_Problem to work on_
Please give back word for word the lines of the material below between the line containing "flex:none; width:55px; height:55px;" and the line containing "position:absolute; left:1222px; top:1305px;", inclusive.

_Information supplied_
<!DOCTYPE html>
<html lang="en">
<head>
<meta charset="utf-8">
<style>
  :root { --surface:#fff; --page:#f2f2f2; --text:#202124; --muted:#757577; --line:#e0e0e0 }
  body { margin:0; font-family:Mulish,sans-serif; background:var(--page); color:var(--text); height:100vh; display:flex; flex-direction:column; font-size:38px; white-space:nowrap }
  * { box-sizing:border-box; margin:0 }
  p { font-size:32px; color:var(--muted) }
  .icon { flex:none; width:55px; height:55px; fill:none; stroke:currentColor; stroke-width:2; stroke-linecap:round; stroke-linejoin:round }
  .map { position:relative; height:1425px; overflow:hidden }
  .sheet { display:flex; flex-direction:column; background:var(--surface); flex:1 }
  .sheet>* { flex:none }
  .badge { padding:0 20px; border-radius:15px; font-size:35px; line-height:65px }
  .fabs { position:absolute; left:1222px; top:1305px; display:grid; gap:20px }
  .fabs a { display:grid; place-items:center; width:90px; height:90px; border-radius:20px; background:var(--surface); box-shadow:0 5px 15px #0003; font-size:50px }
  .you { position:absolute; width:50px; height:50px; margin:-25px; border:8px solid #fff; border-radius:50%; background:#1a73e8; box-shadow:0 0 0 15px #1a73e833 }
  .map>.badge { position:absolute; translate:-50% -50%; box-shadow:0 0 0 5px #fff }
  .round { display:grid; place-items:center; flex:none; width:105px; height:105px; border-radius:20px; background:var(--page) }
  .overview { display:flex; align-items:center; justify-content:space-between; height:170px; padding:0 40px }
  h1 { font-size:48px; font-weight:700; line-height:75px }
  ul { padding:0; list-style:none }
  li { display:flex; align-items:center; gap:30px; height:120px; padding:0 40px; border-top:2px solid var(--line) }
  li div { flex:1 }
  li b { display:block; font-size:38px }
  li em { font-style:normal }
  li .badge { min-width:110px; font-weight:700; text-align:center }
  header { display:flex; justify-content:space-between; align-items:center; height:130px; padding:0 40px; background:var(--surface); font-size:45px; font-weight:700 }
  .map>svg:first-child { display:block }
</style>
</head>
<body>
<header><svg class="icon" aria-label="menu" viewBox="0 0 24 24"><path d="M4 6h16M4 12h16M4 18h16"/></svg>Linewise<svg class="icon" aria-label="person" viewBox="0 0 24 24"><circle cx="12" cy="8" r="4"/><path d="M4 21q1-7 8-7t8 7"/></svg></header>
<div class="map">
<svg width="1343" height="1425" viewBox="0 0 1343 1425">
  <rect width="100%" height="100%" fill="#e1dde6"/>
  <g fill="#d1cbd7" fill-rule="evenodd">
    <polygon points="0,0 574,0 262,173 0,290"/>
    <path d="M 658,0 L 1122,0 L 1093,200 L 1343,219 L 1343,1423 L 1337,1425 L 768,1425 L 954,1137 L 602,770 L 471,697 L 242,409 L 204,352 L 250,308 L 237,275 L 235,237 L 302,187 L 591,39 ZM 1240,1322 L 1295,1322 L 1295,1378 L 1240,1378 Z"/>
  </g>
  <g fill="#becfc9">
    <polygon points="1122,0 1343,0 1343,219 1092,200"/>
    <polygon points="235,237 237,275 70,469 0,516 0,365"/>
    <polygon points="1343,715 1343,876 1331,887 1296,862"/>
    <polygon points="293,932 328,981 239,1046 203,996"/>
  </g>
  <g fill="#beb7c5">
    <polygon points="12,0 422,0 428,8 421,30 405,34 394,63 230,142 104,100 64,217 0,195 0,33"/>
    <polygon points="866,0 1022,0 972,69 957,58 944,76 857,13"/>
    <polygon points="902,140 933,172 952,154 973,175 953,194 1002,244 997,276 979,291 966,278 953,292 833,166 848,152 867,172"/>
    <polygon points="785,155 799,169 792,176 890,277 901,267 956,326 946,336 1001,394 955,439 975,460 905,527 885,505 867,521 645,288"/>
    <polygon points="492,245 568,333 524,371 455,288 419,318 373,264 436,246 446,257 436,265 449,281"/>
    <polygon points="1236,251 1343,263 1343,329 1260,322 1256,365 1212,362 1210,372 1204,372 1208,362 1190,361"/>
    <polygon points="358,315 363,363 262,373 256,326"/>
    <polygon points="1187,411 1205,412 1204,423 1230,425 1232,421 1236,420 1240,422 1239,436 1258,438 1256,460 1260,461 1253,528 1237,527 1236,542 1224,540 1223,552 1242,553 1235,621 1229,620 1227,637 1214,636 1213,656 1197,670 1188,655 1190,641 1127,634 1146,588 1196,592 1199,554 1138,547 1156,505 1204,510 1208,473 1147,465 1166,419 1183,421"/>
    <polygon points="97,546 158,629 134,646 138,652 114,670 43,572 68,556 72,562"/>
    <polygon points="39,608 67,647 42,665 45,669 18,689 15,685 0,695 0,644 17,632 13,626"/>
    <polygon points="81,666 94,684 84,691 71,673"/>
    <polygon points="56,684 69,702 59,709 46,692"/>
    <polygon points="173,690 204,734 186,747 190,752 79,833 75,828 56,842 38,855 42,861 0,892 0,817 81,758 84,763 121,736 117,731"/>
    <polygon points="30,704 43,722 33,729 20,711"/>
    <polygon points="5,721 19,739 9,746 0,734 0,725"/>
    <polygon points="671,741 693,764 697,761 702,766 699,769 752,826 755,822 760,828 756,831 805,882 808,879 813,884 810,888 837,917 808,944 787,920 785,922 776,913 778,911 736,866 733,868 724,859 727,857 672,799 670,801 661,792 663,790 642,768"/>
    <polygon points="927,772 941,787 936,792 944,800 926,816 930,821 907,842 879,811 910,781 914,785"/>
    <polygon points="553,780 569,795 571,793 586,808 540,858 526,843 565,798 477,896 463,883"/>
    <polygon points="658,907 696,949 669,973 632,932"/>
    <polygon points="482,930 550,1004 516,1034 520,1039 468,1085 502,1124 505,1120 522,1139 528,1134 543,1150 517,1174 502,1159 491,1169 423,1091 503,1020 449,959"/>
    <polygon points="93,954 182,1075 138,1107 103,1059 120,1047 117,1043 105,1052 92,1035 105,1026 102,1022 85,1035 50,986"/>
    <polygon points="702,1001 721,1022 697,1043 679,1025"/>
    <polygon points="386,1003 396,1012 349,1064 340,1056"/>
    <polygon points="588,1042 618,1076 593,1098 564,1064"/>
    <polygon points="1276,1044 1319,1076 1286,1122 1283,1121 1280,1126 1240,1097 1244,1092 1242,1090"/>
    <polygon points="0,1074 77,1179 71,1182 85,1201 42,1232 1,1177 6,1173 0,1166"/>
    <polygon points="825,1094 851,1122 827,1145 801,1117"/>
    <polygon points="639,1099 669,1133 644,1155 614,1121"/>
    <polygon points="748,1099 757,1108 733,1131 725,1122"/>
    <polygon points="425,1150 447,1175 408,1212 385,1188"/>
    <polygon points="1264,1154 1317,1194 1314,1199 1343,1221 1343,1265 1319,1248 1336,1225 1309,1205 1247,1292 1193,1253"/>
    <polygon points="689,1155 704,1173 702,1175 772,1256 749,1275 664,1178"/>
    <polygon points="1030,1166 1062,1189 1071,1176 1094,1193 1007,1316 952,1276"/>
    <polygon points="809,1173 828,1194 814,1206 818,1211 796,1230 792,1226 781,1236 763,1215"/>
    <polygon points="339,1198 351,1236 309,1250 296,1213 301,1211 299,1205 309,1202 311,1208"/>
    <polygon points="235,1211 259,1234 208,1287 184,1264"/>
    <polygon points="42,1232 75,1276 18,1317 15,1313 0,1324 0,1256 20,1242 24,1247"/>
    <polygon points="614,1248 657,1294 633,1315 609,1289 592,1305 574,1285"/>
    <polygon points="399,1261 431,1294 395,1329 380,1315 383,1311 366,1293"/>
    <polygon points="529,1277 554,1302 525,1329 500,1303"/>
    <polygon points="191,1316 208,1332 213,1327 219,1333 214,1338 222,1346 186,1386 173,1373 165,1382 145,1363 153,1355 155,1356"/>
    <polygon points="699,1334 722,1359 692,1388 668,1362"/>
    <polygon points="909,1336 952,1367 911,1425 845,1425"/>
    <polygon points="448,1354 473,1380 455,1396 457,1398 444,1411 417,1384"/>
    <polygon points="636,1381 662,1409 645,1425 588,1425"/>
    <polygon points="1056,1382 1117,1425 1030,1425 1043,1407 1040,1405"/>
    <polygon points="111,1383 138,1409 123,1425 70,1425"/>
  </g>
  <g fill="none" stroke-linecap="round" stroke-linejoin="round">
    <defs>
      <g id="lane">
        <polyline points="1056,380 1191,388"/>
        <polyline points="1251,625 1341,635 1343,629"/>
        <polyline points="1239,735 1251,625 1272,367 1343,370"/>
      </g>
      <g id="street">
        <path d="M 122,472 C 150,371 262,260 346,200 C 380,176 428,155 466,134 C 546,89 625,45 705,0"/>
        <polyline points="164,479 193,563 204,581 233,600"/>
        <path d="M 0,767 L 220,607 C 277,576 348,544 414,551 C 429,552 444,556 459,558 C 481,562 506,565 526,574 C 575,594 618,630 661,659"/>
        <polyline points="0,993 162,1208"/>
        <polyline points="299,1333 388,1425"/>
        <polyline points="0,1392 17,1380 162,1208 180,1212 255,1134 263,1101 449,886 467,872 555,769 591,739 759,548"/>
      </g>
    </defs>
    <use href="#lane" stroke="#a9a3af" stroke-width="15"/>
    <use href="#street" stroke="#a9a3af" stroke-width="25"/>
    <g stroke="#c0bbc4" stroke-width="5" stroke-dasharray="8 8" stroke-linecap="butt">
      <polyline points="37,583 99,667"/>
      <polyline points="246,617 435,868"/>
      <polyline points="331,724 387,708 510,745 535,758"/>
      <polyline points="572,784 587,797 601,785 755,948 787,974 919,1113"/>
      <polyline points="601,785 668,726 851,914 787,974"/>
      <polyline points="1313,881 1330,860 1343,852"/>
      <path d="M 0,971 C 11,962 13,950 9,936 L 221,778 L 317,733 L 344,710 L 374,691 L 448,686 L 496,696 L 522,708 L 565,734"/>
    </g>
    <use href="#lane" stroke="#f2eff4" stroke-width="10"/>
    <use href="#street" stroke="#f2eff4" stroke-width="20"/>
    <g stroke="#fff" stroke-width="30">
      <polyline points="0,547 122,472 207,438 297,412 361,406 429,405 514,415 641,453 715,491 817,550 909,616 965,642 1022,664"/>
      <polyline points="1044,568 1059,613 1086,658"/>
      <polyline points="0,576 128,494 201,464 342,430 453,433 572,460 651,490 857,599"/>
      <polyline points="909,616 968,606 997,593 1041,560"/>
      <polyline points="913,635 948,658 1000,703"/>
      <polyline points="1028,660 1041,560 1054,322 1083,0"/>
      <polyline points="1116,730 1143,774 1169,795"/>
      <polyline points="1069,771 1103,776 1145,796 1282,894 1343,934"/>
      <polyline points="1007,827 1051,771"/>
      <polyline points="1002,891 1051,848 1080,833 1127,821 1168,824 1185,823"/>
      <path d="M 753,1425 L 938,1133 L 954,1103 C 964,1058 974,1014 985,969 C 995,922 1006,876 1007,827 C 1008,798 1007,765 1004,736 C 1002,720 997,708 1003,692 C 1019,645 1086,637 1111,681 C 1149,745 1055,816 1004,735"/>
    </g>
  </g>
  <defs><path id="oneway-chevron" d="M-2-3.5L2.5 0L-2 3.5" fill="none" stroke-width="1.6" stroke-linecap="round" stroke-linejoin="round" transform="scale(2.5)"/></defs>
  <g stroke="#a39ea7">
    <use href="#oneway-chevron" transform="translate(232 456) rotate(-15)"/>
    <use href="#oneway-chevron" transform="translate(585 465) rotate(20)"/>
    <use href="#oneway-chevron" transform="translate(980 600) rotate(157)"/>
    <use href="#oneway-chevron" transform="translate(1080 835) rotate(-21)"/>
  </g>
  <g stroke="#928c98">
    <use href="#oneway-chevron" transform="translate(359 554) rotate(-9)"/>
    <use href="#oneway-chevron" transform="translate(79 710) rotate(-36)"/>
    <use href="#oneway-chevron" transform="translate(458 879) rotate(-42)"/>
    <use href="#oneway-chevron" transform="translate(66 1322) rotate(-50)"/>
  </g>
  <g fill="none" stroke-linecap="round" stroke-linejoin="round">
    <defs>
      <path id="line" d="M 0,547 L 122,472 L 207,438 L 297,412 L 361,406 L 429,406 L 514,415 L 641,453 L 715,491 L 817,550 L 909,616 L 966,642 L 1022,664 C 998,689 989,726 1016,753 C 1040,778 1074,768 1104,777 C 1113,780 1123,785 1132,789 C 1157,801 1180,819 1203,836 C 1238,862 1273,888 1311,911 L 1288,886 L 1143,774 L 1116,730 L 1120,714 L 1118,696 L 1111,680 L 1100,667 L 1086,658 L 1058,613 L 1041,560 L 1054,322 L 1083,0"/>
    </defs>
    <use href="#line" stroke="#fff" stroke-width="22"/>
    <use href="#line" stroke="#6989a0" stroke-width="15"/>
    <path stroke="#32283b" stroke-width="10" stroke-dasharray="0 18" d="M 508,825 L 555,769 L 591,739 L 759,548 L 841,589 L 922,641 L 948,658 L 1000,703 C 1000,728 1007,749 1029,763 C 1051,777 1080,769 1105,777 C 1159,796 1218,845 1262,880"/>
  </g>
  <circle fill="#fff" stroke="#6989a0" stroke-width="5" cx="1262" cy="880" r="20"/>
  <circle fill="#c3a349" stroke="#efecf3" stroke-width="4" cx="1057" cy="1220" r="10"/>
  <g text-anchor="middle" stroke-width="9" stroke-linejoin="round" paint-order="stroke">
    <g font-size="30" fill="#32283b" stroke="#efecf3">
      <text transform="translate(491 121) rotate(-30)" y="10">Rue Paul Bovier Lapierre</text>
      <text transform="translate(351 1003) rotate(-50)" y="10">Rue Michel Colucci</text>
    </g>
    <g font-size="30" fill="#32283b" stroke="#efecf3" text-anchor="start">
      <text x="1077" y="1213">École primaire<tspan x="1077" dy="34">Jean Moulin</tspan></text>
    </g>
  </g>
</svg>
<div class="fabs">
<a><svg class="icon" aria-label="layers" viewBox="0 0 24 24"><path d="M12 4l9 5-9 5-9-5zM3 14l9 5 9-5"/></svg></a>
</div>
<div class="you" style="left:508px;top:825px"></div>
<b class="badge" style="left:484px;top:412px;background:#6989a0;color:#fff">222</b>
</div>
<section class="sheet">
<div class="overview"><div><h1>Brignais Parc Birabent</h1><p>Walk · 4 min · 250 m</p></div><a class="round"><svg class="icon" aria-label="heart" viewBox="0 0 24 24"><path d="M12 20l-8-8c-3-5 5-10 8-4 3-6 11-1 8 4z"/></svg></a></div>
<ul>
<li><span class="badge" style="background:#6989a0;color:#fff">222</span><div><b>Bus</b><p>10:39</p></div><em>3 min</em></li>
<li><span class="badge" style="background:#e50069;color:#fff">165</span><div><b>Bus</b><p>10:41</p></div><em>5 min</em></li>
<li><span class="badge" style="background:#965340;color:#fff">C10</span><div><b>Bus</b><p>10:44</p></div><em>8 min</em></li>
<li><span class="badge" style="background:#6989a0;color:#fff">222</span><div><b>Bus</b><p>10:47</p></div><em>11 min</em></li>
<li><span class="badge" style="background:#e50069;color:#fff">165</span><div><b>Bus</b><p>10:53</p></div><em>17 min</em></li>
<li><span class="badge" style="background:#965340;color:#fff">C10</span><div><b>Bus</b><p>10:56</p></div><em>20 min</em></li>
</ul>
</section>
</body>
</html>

_Solution for this task_
  .icon { flex:none; width:55px; height:55px; fill:none; stroke:currentColor; stroke-width:2; stroke-linecap:round; stroke-linejoin:round }
  .map { position:relative; height:1425px; overflow:hidden }
  .sheet { display:flex; flex-direction:column; background:var(--surface); flex:1 }
  .sheet>* { flex:none }
  .badge { padding:0 20px; border-radius:15px; font-size:35px; line-height:65px }
  .fabs { position:absolute; left:1222px; top:1305px; display:grid; gap:20px }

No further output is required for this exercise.